Building on existing expertise rather than new terrain
The ultimate goal is to build road and GT cars for a demanding clientele, though Jacques says expansion will be based around building on its existing expertise, rather than moving into completely new terrain. “It’s not necessarily about new projects, but new ways to do the projects.”
Over the next few years, Everspeed plans to gain a foothold in the US market, which may be equal in size to the rest of the world market combined. The group has already enjoyed success stateside, becoming the first French manufacturer to win the 24 Hours of Daytona with Onroak Automotive.
Jacques says the US is a very different environment from Europe or Asia. “The main challenges would be knowing what exactly the US market is, what the level of integration of composites there is, and what the race cars in the market need.
“The key is to be patient and to gain an understanding of the market and the main players. We are confident that, with our automotive expertise at Everspeed, that this know-how will develop and that we can deploy the team management we have now across the US.”
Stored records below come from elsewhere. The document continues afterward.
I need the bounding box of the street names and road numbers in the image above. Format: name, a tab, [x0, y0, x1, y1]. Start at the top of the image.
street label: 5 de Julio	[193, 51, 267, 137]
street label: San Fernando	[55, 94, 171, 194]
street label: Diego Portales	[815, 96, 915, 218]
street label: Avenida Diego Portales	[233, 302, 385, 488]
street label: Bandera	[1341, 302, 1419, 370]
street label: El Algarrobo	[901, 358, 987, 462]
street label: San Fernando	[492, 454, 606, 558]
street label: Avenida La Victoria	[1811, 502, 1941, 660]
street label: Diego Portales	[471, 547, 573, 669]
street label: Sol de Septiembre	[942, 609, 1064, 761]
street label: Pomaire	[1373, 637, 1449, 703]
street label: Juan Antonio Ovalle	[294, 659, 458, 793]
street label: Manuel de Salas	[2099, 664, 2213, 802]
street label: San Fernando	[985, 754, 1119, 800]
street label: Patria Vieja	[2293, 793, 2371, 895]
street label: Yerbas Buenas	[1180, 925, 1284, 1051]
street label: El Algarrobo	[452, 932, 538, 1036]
Jacques has come a long way since encouraging his father to make faster times as a young backseat driver, but he retains that same glee for racing. “I’m lucky to have always worked on something I love, and that I’m still doing it,” he says. “Working on something you love, you always work with your heart and your passion. It gives you a lot of commitment to achieve what you have in mind.”
Asked if there is anything he wishes was different about his field, Jacques’ fulfilment with his chosen vocation is only further evidenced.
“I wouldn’t change a thing. I see automotive as a tool for freedom. It’s an interesting period for the industry as we are at the cusp of a new wave of technology. My only hope is that we do not change, as such, but evolve, and keep the passion for motorsport and the automotive industry in this new world.”